Java re-initializing java object with new , performance and memory - java

I want to know the drawback of writing below code using new for reinitializing object every time to create different object value.
List <Value> valueList = new ArrayList<>;
Value value = new Value();
value.setData("1");
valueList.add(value);
value = new value();
value.setData("2");
valueList.add(value);
value = new value();
value.setData("3");
valueList.add(value);
or a method could be added to return a value object similar to:
private Value getData(String input){
Value value = new Value();
value.setData(input);
return value;
}
List <Value> valueList = new ArrayList<>;
valueList.add(getData("1"));
valueList.add(getData("2"));
valueList.add(getData("3"));
Code wise the second approach looks better for me.
Please suggest the best approaches based on memory and performance.

Both options are creating 3 objects and adding them to a list. There is no difference for memory. Performance doesn't matter. If this code is executed often enough to "matter", the JIT will inline those method calls anyway. If the JIT decides: not important enough to inline, then we are talking about nanosecods anyway.
Thus: focus on writing clean code that gets the job done in a straight forward way.
From that perspective, I would suggest that you rather have a constructor that takes that data; and then you can write:
ValueList<Value> values = Arrays.asList(new Value("1"), new Value("2"), new Value("3"));
Long story short: performance is a luxury problem. Meaning: you only worry about performance when your tests/customers complain about "things taking too long".
Before that, you worry about creating a good, sound OO design and writing down a correct implementation. It is much easier to fix a certain performance problem within well built application - compared to getting "quality" into a code base that was driven by thoughts like those that we find in your questions.
Please note: that of course implies that you are aware of typical "performance pitfalls" which should be avoided. So: an experienced Java programmer knows how to implement things in an efficient way.
But you as a newbie: you only focus on writing correct, human readable programs. Keep in mind that your CPU does billions of cycles per second - thus performance is simply OK by default. You only have to worry when you are doing things on very large scale.
Finally: option 2 is in fact "better" - because it reduces the amount of code duplication.

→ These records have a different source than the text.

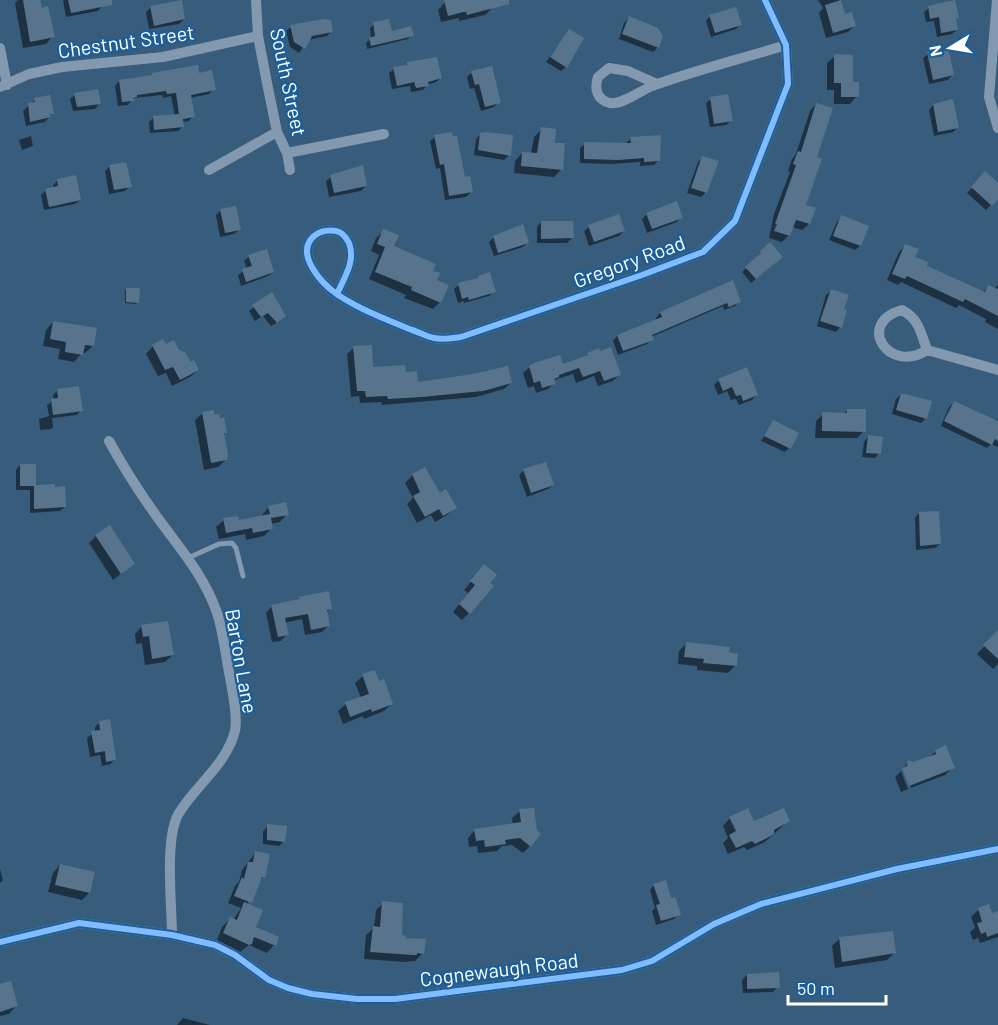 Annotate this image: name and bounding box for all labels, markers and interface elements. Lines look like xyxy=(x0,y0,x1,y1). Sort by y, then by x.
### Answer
north arrow xyxy=(920,18,980,78)
street label: Chestnut Street xyxy=(56,20,196,62)
street label: South Street xyxy=(266,26,312,138)
text: N xyxy=(924,44,945,58)
street label: Gregory Road xyxy=(570,230,688,292)
street label: Barton Lane xyxy=(221,607,263,715)
street label: Cognewaugh Road xyxy=(418,947,580,991)
scale bar xyxy=(788,968,886,1006)
text: 50 m xyxy=(797,977,835,999)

In both cases, you create 3 instances of Value that are stored in a List.
It doesn't have sensitive differences in terms of consumed memory.
The last one produces nevertheless a cleaner code : you don't reuse a same variable and the variable has a limited scope.
You have indeed a factory method that does the job and returns the object for you.
So client code has just to "consume" it.
An alternative is a method with a varargs parameter :
private List<Value> getData(String... input){
// check not null before
List<Value> values = new ArrayList<>();
for (String s : input){
Value value = new Value();
value.setData(input);
}
return values;
}
List<Value> values = getData("1","2","3");

There is no difference in memory footprint, and there's little difference in performance, because method invocations are very inexpensive.
The second form of your code is a better-looking version of the first form of your code, with less code repetition. Other than that, the two are equivalent.
You can shorten your code by using streams:
List<Value> = Arrays.asList("1", "2", "3").stream()
.map(Value::new)
.collect(Collectors.toList());

Every time you calling new operator to create an object, it allocates spaces for this object on heap. It doesn't matter if you do it with 1st approach or 2nd approach, this objects are allocated to heap space the same way.
What you need to understand thou is a life-cycle of each object you creating and terms like Dependency, Aggregation, Association and Full Composition.

Related

Does introducing an intermediate list might cause performance overhead?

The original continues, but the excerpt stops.